I am trying to sample n nodes from a large graph. I am currently using the following query:
MATCH (p:Person)
WHERE rand() < 0.1
WITH p
ORDER BY rand()
LIMIT 1000
RETURN p
This query works, but it is extremely slow, as it takes 1 minute to sample 1000 nodes, and that is not scalable in my application, where I need to sample many times.
I think the reason it is slow is because it has to calculate rand() on each node …
IF you are looking for “true” randomness … I think this is the only approach.
For pseudo randomness:
// Add random properties (run once per node)
MATCH (p:Person)
SET p.randomValue = rand()
// you could calculate the rand() once and assign it to a parameter ("less random")
MATCH (p:Person)
WHERE p.randomValue >= rand()
RETURN p
LIMIT 1000
Wouldn't the solution you suggested defeat the purpose of randomness? i.e., if we rely on a fixed property of a node (randomly chosen initially), then this is as good as using the node ID (converted to a float between 0-1).
I think the reason it is slow is because it has to calculate rand() on each node
Do you mean it first assigns a random number to every node in the graph database, then chooses nodes? If so, would it not be better to assign a random property on the fly for every node it iterates on?
I rather have true random, but I can also use pseudorandom for dev purposes where I need to fix seed (which Neo4j currently does not support). However, given that I have a graph with over 100 billion nodes, setting a property on every node does not seem efficient enough (albeit you’ll run it only once, and update all the import methods to add this property for every new node inserted into the graph).
You could implement algorithms to extract subsets from those billions of nodes to make them more manageable and then use “true” randomness.

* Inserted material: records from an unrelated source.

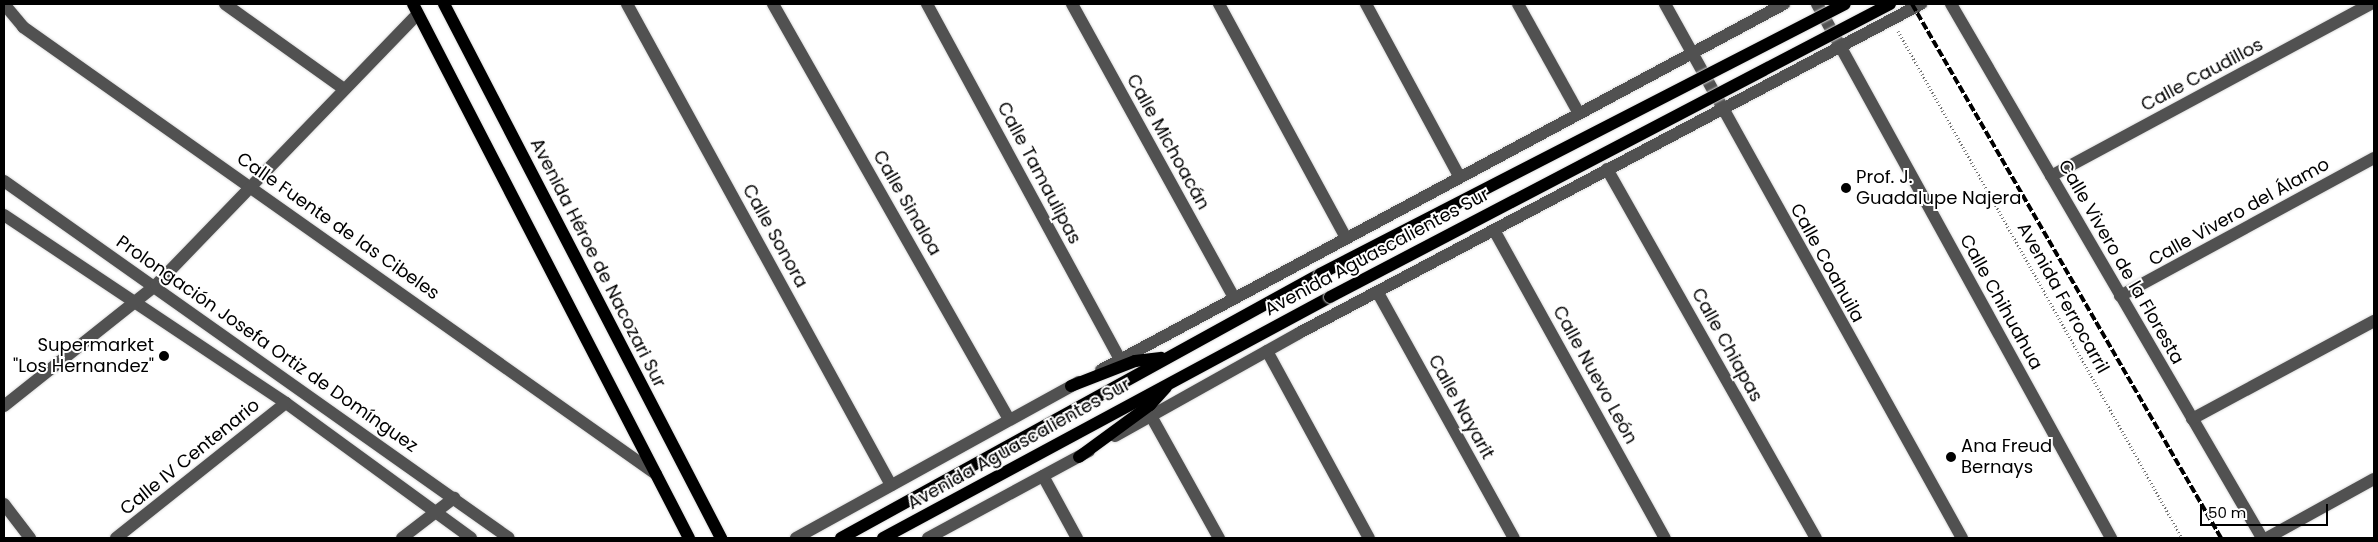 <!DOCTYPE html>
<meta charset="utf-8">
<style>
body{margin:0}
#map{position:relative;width:2378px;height:542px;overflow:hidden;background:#fff;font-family:Poppins,sans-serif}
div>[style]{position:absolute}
.path>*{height:3px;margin-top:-1.5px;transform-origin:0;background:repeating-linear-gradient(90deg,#737373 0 1px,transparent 0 3.5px)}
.roads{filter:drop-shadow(0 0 1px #dbdbdb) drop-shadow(0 0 1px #dbdbdb)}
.minor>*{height:12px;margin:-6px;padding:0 6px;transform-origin:6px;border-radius:6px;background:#515151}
.major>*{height:12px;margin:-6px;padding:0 6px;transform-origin:6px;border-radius:6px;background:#000}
.rail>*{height:4px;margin-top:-2px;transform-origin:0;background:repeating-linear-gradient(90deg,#000 0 8px,transparent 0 10.5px)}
.bridges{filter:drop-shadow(0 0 1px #dbdbdb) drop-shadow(0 0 1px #dbdbdb)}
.major-bridge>*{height:12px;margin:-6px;padding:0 6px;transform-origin:6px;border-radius:6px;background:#000}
.dots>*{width:14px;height:14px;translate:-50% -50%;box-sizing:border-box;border:2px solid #fff;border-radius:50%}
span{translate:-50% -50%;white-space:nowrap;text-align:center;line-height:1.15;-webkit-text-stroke:4px #fff;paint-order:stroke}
.street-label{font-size:18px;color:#000}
.poi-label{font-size:18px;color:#000}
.left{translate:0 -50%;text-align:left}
.right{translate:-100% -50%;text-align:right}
.frame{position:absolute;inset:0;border:5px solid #000;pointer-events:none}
.scale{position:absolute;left:2200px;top:504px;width:128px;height:22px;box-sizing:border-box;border:2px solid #000;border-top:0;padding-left:6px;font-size:15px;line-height:18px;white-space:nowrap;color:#000;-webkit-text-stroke:4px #fff;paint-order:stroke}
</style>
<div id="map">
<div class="path">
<div style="left:1898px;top:31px;width:581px;rotate:60.74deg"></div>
</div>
<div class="roads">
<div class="minor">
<div style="left:4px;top:4px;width:30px;rotate:50deg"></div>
<div style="left:23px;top:27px;width:775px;rotate:35.23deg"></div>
<div style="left:225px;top:4px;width:146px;rotate:35.5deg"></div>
<div style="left:627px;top:4px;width:549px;rotate:61.24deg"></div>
<div style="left:773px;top:4px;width:478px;rotate:60.4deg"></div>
<div style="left:927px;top:4px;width:405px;rotate:61.5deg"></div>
<div style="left:1072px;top:4px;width:335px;rotate:61.1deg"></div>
<div style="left:1219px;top:4px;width:264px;rotate:61.5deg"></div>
<div style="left:1366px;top:4px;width:196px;rotate:61.6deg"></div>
<div style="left:1518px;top:4px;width:124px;rotate:60.9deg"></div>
<div style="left:1665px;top:4px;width:611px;rotate:60.92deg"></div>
<div style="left:1817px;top:4px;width:610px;rotate:61.16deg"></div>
<div style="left:1951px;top:4px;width:618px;rotate:59.78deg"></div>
<div style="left:1607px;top:169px;width:424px;rotate:60.5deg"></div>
<div style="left:2051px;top:176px;width:362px;rotate:-28.3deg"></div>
<div style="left:4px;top:181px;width:618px;rotate:35.26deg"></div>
<div style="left:4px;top:215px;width:339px;rotate:33.7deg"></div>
<div style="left:286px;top:403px;width:229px;rotate:36.1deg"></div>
<div style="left:1494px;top:230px;width:352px;rotate:61deg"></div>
<div style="left:1378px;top:293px;width:280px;rotate:61deg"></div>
<div style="left:2120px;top:296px;width:289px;rotate:-28.5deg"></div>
<div style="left:1267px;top:351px;width:213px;rotate:61.4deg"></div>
<div style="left:1101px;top:370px;width:775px;rotate:-28.19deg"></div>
<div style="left:4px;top:406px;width:194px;rotate:-38.5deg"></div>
<div style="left:156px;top:285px;width:376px;rotate:-46deg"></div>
<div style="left:1151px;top:416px;width:140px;rotate:60.9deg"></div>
<div style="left:2192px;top:419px;width:207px;rotate:-28.3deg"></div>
<div style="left:1115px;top:436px;width:211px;rotate:-29.2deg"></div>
<div style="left:1299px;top:333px;width:704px;rotate:-27.88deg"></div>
<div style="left:1043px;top:476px;width:71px;rotate:61.3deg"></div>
<div style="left:4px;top:504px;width:43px;rotate:52.6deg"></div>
<div style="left:116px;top:538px;width:217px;rotate:-38.5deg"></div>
<div style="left:402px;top:538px;width:66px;rotate:-37.6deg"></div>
<div style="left:796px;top:538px;width:323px;rotate:-28.9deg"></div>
<div style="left:928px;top:538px;width:183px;rotate:-28.4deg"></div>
<div style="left:2267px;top:538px;width:122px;rotate:-28.9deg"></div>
</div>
<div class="major">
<div style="left:413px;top:4px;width:601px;rotate:62.67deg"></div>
<div style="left:444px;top:4px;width:602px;rotate:62.58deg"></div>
<div style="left:1071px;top:386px;width:69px;rotate:-21.3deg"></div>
<div style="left:1135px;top:361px;width:26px;rotate:-7deg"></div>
<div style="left:1079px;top:457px;width:88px;rotate:-36.2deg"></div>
<div style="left:1150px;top:405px;width:24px;rotate:-48deg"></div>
<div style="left:841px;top:538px;width:547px;rotate:-28.86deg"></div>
<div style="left:883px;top:538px;width:508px;rotate:-28.33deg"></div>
</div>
</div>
<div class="rail">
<div style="left:1912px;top:4px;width:617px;rotate:59.94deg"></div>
</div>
<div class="bridges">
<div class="major-bridge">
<div style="left:1320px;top:274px;width:590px;rotate:-27.22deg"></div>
<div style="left:1330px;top:297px;width:632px;rotate:-27.62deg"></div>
</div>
</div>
<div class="dots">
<div style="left:1846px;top:188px;background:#000"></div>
<div style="left:164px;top:356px;background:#000"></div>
<div style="left:1951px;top:457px;background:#000"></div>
</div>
<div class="street-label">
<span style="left:2202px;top:75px;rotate:-28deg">Calle Caudillos</span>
<span style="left:1168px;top:142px;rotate:61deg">Calle Michoacán</span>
<span style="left:1039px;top:173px;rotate:62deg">Calle Tamaulipas</span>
<span style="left:907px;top:203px;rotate:60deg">Calle Sinaloa</span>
<span style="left:2239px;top:212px;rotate:-29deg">Calle Vivero del Álamo</span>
<span style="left:338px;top:226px;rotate:35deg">Calle Fuente de las Cibeles</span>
<span style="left:775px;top:236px;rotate:61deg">Calle Sonora</span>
<span style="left:1377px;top:252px;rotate:-28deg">Avenida Aguascalientes Sur</span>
<span style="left:2121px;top:262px;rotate:60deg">Calle Vivero de la Floresta</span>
<span style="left:598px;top:263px;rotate:63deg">Avenida Héroe de Nacozari Sur</span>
<span style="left:1827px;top:263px;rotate:61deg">Calle Coahuila</span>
<span style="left:2063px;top:298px;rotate:61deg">Avenida Ferrocarril</span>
<span style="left:2001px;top:302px;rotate:61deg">Calle Chihuahua</span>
<span style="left:267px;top:344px;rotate:35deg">Prolongación Josefa Ortiz de Domínguez</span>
<span style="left:1727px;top:345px;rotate:61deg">Calle Chiapas</span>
<span style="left:1595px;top:375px;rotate:61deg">Calle Nuevo León</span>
<span style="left:1461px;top:407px;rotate:61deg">Calle Nayarit</span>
<span style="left:1019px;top:444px;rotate:-29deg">Avenida Aguascalientes Sur</span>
<span style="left:190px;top:457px;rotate:-39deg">Calle IV Centenario</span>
</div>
<div class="poi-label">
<span class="left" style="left:1856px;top:188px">Prof. J.<br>Guadalupe Najera</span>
<span class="right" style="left:154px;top:356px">Supermarket<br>"Los Hernandez"</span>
<span class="left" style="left:1961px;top:457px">Ana Freud<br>Bernays</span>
</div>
<div class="frame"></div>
<div class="scale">50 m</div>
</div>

For example, using dates as epochs gives you a number - you can do a mod X to extract a semi-random sample of N nodes … then play on those N with your original query:
MATCH (n:Person)
WHERE n.myNumberProperty % myValue2Mod = 0
... copy them to :toRandomPerson label
That is a good pseudorandom solution to get a subset of nodes and then use a truly random selection. This may still not scale well, as getting that subset may still require a decent amount of memory on a single machine, so you would be limited to a very small sample size. But a small sample size could not be representative enough of the entire graph, so it is not ideal for my application.
Thanks for your suggestions; it seems my initial approach is the best solution, and I will need to accept the slow initial sampling.
A sample size of 2000 can be appropriate for many statistical analyses, but the ideal sample size depends on several factors including the population size, the desired level of accuracy, and the variability within the population. For large, heterogeneous populations, a sample size of 2000 can provide a reasonable level of precision for many applications.